Discussion moved from tip line

edit

In a study published in the August issue of Communications of the ACM entitled "The Collaborative Organization of Knowledge," computer scientists Diomidis Spinellis and Panagiotis Louridas analyze the relationship between references to non-existent articles (redlinks) and the creation of new articles. The study, based on the February 2006 dump of English Wikipedia because more recent dumps were unavailable (for shame!), finds that the ratio of complete (i.e., non-stub) articles to incomplete (non-existent or stub) articles remained nearly constant between 2003 and 2006 (about 1.8 incomplete articles per complete article).
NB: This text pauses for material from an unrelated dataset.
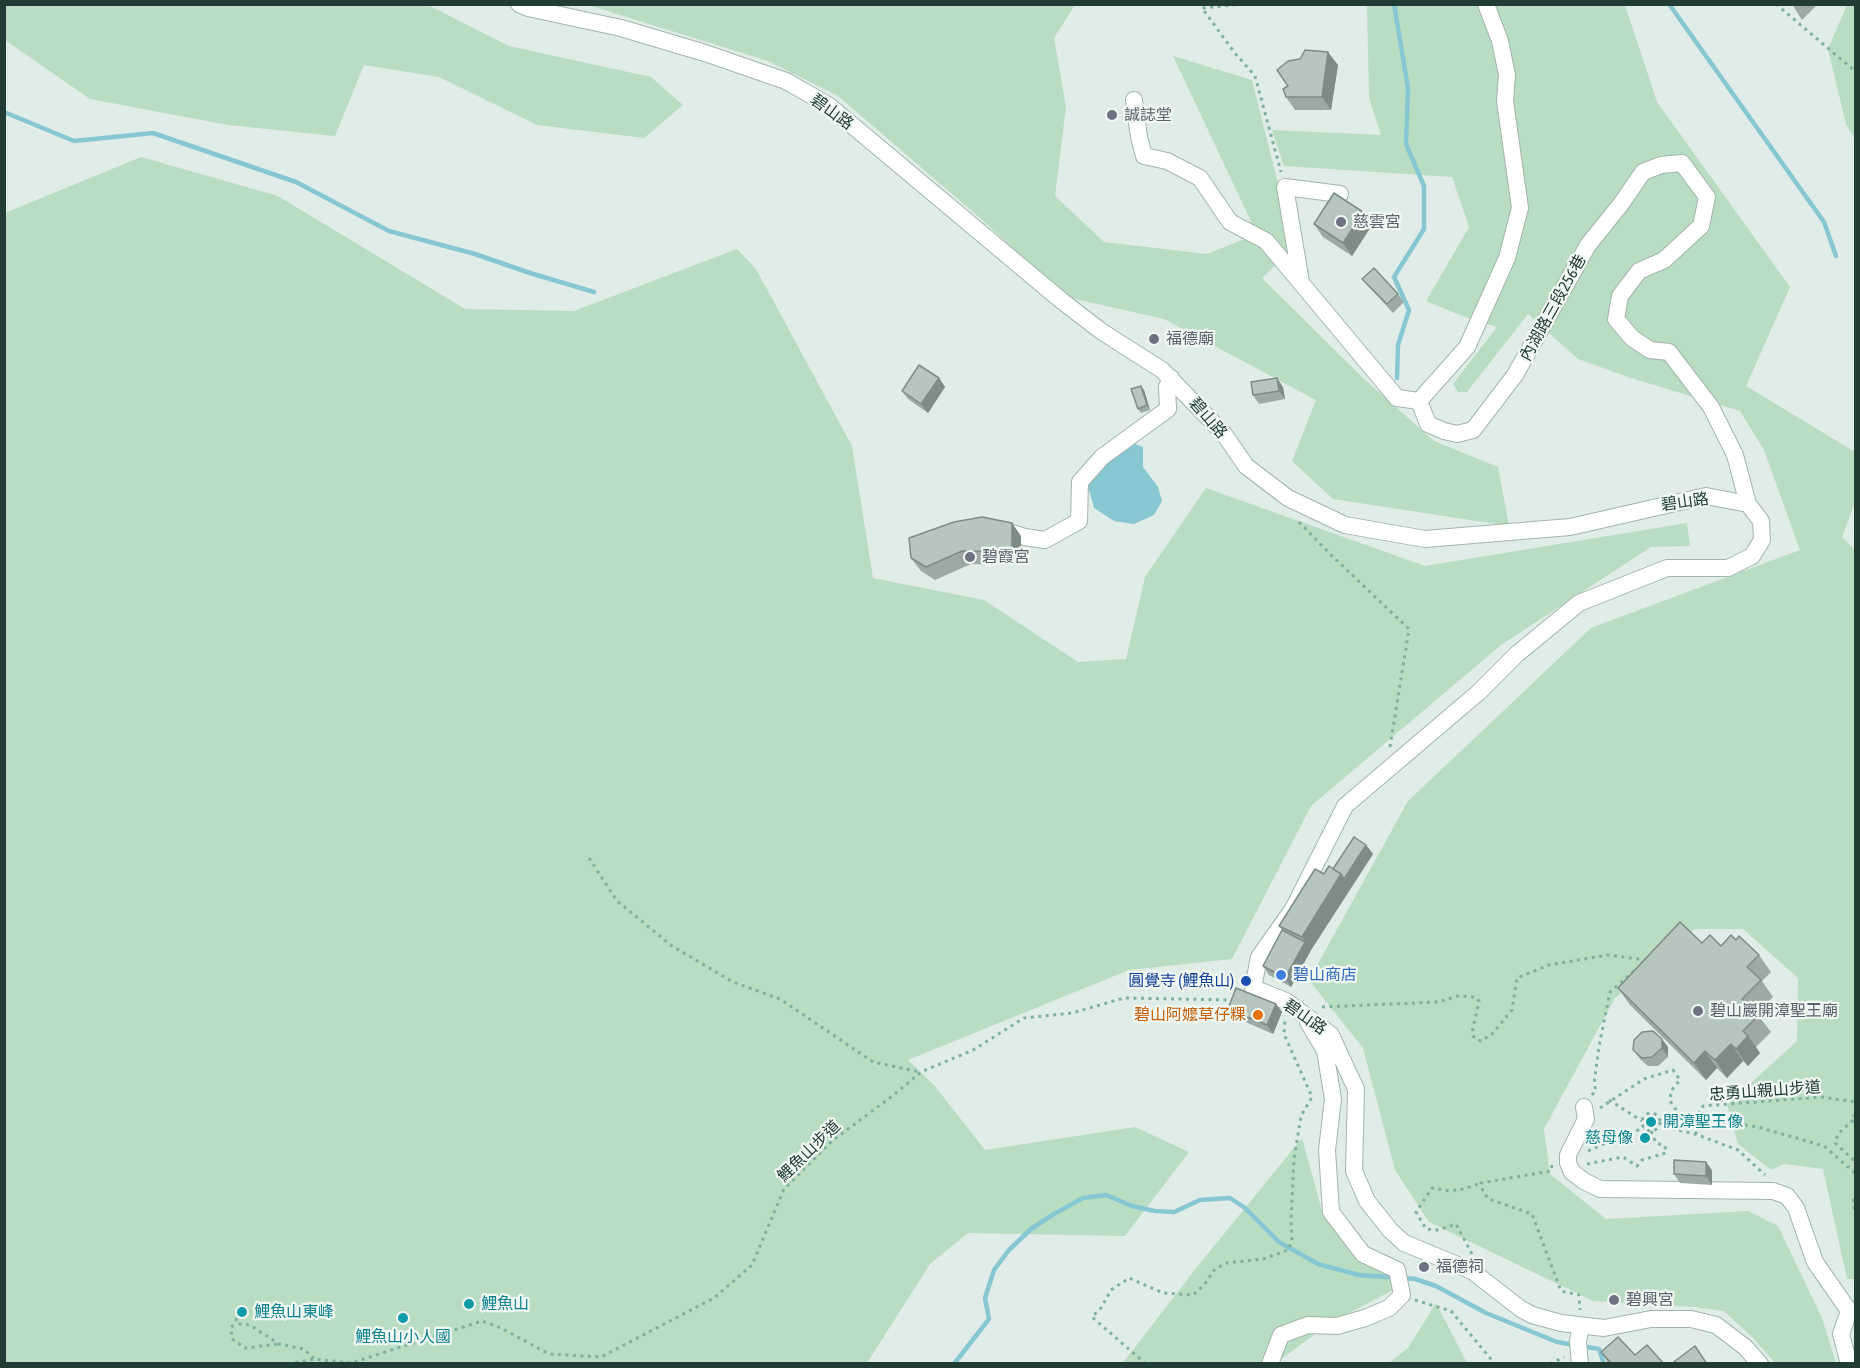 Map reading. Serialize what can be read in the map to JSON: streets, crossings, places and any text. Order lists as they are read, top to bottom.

A trend in either direction, according to the authors, would indicate an unsustainable growth pattern. If the average number of redlinks per article is increasing, it means that Wikipedia is becoming diffuse and will become less useful as more and more the terms in the average article are not covered. If the average number is decreasing, it suggests that Wikipedia's growth will slow or stop as the number of links to uncreated articles approaches zero. The stable redlink ratio suggests that Wikipedia is a scale-free network, in principle capable of unlimited growth.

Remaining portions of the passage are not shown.